I know the Windows Defender fans are actively deploying ASR rules. Of note is the one that prevents start up of child processes from MS Office apps: https://enigma0x3.net/author/enigma0x3/
Thanks, great read. That's such a good hack, I wonder whether the article is a freebee for the malcoders? EDIT: On second thought, it is not such a freebee, because it entails dropping a malicious file in the Program Files folder, which is a protected location. It's not so easy to do that.
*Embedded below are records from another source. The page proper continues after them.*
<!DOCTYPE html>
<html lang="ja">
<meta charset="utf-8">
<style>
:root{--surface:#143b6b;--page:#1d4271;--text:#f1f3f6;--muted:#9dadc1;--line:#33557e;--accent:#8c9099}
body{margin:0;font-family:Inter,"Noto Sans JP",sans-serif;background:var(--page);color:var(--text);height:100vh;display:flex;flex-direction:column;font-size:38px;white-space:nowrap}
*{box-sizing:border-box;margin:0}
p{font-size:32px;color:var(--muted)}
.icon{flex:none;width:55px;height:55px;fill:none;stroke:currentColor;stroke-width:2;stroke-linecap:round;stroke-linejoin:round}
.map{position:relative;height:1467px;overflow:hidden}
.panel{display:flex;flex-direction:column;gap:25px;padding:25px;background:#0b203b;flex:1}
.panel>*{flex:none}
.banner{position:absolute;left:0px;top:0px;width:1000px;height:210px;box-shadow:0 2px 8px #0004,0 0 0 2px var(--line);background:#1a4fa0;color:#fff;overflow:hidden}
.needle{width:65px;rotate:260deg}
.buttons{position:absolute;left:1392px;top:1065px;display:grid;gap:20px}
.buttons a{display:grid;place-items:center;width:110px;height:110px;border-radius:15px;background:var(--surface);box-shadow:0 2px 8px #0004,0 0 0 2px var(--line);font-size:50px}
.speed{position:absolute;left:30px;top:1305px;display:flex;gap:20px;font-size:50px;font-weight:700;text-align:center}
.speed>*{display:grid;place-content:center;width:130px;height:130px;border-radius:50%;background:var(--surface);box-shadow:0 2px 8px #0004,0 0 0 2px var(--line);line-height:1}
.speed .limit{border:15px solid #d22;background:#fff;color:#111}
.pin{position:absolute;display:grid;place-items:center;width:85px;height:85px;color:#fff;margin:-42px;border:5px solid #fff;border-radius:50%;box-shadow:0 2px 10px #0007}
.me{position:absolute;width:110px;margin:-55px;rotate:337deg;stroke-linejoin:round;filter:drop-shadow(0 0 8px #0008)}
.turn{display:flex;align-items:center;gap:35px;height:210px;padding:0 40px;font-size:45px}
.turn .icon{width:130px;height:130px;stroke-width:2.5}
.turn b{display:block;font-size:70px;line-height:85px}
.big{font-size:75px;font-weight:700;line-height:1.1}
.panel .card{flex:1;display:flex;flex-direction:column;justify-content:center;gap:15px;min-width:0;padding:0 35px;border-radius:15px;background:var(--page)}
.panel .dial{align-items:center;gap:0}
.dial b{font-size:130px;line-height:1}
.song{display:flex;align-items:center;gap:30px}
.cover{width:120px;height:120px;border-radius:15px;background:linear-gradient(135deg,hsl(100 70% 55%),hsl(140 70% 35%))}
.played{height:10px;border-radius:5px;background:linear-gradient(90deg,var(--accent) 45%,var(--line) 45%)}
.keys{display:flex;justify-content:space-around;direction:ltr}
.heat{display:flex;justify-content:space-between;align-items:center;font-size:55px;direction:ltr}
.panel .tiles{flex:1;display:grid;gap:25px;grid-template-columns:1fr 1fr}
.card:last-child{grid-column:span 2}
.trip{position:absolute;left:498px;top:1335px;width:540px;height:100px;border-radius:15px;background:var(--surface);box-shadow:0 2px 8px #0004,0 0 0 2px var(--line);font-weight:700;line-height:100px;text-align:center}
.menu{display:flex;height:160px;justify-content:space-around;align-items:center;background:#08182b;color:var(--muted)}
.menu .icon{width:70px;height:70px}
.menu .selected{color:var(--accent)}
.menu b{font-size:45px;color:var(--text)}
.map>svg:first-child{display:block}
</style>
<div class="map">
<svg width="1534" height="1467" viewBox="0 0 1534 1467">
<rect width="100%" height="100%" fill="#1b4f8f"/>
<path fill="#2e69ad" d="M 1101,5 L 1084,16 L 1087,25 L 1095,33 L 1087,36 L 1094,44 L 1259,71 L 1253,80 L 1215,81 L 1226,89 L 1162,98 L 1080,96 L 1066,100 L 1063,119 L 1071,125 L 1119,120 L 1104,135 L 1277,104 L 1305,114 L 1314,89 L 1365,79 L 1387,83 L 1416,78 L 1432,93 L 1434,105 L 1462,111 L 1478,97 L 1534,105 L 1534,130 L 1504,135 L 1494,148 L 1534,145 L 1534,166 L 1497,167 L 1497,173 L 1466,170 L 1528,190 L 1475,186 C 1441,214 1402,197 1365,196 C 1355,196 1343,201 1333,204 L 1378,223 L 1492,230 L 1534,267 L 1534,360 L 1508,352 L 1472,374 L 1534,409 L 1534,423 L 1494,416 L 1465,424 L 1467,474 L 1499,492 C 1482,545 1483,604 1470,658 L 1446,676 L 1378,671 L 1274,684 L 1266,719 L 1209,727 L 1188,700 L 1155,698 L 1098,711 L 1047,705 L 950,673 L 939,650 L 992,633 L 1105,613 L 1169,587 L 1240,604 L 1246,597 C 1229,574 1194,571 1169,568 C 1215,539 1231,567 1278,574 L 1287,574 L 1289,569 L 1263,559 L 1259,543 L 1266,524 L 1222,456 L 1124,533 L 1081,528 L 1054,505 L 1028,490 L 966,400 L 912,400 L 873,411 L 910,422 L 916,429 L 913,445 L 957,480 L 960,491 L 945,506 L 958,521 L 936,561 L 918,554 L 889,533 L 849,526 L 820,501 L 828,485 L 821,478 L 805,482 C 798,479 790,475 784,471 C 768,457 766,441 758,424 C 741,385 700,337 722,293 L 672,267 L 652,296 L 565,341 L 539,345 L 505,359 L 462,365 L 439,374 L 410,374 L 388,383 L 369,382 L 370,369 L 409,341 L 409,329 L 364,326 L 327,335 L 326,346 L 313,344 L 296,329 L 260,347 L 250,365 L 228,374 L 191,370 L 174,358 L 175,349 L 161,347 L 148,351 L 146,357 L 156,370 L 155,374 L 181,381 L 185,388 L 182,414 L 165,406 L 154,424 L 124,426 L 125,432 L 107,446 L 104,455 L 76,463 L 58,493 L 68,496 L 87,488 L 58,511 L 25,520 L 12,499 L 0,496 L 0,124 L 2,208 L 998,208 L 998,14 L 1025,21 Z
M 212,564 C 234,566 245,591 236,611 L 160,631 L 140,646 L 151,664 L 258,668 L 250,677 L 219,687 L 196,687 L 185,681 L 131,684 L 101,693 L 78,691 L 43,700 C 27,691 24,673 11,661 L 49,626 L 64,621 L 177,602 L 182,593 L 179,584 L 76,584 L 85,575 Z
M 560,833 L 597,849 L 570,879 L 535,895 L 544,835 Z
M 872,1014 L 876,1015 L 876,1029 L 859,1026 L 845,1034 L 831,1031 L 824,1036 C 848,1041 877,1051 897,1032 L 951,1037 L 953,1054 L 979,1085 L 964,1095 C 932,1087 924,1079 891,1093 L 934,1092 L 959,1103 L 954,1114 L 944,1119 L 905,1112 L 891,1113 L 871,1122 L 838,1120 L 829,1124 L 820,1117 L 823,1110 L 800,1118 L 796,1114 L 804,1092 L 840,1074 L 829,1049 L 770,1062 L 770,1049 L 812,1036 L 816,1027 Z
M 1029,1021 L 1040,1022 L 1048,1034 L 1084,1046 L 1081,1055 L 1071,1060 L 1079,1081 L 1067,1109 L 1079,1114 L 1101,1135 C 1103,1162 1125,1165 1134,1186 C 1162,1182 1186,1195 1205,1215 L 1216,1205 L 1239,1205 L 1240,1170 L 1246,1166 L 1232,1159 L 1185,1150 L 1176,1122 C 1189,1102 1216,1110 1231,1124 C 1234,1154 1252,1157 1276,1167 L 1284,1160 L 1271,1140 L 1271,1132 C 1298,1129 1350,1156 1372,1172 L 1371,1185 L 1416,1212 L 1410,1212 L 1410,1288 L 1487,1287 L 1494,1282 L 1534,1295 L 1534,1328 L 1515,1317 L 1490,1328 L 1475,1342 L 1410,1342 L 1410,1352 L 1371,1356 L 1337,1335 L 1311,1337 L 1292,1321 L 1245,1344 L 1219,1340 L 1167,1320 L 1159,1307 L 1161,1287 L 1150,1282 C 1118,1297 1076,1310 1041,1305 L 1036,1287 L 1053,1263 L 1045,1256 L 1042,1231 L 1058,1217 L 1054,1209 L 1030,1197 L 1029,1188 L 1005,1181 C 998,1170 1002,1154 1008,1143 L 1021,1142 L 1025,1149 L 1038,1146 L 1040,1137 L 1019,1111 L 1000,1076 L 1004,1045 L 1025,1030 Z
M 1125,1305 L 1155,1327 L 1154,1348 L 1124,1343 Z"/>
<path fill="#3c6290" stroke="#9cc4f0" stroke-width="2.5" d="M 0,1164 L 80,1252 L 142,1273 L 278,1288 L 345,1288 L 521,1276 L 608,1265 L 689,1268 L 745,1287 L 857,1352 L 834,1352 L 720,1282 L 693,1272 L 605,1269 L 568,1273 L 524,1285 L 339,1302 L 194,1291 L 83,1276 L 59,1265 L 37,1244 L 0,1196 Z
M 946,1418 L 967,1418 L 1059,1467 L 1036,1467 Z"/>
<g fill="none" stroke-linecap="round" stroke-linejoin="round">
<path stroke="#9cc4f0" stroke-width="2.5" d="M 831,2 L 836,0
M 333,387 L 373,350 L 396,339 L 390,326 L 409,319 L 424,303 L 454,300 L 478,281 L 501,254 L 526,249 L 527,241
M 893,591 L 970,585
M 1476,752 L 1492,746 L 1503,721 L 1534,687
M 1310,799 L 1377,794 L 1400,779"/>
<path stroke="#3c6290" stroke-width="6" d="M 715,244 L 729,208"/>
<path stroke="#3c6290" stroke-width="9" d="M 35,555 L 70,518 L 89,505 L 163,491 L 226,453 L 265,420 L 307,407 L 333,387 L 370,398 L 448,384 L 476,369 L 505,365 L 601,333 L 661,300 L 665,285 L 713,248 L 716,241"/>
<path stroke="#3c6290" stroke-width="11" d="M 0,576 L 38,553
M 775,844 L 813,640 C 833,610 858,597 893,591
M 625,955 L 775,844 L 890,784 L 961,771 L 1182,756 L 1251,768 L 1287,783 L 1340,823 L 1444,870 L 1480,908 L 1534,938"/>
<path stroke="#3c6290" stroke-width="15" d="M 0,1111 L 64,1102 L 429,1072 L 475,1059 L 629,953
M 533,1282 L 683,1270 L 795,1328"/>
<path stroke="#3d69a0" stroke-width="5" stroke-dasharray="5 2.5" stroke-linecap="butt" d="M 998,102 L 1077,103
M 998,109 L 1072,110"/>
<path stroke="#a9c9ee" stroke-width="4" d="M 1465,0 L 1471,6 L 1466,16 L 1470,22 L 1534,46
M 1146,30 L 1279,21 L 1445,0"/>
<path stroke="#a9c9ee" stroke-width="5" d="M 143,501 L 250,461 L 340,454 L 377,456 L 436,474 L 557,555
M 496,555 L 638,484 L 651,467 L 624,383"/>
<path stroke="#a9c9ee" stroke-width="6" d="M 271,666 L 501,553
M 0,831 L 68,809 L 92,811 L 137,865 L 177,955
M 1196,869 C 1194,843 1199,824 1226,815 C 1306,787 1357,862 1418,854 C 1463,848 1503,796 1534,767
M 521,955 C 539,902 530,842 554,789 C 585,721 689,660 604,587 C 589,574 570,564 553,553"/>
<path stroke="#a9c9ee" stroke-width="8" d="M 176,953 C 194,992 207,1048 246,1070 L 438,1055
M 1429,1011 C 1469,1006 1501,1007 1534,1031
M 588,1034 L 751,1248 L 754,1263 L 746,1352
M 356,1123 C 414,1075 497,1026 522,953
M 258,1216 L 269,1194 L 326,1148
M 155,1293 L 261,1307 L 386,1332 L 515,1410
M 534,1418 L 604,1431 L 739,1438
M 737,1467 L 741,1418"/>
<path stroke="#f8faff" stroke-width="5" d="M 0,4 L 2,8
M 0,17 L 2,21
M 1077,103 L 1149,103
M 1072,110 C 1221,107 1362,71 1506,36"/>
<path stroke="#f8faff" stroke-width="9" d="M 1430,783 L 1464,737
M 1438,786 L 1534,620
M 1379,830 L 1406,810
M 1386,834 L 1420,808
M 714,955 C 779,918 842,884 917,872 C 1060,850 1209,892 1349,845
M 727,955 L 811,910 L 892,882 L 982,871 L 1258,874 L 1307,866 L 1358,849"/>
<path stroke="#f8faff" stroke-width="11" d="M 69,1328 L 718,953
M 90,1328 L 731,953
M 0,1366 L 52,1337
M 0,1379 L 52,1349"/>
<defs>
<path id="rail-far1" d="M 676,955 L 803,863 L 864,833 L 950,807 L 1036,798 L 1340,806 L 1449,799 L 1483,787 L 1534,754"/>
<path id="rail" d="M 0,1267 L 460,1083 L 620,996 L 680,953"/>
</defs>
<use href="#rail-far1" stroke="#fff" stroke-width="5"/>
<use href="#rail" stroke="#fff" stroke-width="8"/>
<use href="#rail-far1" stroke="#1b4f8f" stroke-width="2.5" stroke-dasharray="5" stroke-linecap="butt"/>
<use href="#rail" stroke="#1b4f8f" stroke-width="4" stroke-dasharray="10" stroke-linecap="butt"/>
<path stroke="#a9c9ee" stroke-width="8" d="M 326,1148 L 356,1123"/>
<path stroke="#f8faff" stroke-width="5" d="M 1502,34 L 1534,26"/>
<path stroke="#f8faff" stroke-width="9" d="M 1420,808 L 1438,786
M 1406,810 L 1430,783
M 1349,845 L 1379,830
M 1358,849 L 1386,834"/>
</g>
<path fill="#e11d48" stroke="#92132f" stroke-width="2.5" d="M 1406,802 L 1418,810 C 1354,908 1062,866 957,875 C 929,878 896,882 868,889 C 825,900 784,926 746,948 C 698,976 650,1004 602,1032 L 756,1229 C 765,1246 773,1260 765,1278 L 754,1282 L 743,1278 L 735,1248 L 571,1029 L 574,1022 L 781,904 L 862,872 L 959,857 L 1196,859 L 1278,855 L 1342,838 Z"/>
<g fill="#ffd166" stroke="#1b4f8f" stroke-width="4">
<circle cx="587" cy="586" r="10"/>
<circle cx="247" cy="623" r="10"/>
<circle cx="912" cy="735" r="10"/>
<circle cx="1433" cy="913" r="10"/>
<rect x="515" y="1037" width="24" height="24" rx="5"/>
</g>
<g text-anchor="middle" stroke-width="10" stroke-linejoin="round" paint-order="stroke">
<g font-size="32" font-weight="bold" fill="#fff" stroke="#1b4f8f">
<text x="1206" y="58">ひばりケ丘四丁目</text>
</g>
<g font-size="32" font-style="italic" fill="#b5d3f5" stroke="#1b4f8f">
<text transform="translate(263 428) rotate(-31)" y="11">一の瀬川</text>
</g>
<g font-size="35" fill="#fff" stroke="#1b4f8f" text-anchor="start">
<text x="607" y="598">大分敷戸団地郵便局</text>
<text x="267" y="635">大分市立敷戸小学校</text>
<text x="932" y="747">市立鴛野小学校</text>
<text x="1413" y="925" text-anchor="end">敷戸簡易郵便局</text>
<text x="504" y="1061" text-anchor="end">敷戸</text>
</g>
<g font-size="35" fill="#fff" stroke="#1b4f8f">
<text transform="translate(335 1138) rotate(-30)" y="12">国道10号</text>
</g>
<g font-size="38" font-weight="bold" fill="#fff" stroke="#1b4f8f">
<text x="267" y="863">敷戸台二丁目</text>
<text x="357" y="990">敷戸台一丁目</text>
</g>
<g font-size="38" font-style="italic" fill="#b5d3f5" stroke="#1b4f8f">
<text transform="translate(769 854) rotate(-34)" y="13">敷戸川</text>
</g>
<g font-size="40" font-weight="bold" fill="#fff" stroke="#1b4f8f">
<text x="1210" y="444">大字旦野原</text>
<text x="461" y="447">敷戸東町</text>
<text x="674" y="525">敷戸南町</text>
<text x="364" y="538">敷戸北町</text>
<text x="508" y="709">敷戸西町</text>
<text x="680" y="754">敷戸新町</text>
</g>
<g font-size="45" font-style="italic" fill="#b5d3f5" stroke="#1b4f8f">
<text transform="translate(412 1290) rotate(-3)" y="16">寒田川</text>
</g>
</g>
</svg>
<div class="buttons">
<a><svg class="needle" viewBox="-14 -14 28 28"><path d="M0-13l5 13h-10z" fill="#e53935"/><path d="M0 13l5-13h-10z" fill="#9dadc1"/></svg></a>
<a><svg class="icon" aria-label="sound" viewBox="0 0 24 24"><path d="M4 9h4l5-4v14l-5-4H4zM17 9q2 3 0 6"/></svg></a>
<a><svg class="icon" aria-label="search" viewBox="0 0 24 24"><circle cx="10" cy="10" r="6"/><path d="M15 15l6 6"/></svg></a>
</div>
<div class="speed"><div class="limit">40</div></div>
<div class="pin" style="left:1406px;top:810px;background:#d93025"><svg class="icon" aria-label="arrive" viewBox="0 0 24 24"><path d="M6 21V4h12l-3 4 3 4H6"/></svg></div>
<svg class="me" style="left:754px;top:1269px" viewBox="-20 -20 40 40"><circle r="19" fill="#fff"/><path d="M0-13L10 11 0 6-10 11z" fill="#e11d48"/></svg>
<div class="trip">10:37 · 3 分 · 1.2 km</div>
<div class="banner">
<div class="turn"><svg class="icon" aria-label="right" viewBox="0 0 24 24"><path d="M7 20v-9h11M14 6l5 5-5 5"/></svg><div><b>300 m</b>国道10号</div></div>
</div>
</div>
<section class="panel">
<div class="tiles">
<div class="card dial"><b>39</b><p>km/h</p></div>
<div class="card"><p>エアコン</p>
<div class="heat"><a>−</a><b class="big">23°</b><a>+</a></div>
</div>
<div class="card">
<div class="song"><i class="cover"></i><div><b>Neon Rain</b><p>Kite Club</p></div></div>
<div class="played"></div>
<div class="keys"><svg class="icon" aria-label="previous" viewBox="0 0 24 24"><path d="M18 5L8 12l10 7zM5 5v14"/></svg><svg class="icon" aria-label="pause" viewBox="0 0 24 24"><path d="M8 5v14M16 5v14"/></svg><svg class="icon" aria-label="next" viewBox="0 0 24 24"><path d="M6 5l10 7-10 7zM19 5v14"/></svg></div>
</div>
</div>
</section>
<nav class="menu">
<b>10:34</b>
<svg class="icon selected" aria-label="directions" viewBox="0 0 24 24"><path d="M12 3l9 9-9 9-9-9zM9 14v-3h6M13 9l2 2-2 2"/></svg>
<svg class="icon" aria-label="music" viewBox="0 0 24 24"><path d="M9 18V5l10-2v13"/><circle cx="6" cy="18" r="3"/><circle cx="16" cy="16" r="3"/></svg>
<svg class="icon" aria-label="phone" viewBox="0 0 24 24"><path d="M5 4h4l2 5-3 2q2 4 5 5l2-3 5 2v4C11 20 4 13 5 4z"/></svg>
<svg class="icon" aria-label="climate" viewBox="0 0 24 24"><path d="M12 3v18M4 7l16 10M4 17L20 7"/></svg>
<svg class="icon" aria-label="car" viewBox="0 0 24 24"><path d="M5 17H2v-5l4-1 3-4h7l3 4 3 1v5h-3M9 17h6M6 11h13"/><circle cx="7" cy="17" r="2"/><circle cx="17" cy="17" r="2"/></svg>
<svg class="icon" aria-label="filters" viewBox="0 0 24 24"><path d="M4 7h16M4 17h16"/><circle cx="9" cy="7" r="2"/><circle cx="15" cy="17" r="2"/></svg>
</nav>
And as always here on Wilders, people only get half the story ...... Isn't it strange that only drama finds its way in here, but the second part - the fact that things are fixed and that nobody needs to worry - that part is always missing ?? https://mobile.twitter.com/neox_fx/status/1006578753064001537 https://mobile.twitter.com/neox_fx/status/1006592932290281472 This effectively killed the Attack Surface Reduction rule bypass mentioned in blogpost when being on definitions 1.269.1096.0 or newer. And additionally : https://mobile.twitter.com/neox_fx/status/1006707917658058752 https://mobile.twitter.com/neox_fx/status/1006718585719275521 Meaning that with definitions 1.269.1142.0 or newer, the ASR rule has been extended to also cover Outlook, and the AppVLP.exe abuse through Outlook are no longer possible. (this was a second finding by Matt Nelson, that just wasn't mentioned in his blog post) Excellent research by Matt Nelson. Excellent fix pushed out from Microsoft for both issues. Absolutely no need for anybody to worry about anything.
Of note is it took Microsoft 4 months to patch the issue: Also per the Twitter feed, appears MS is just blacklisting the processes involved. So the question remains if other trusted processes can be likewise be abused?
Admittedly, there will be holes in the ASR rule for blocking child processes, because, as mentioned, the various Office apps need to interact with one another. But the other ASR rules seem to guard those holes sufficiently well.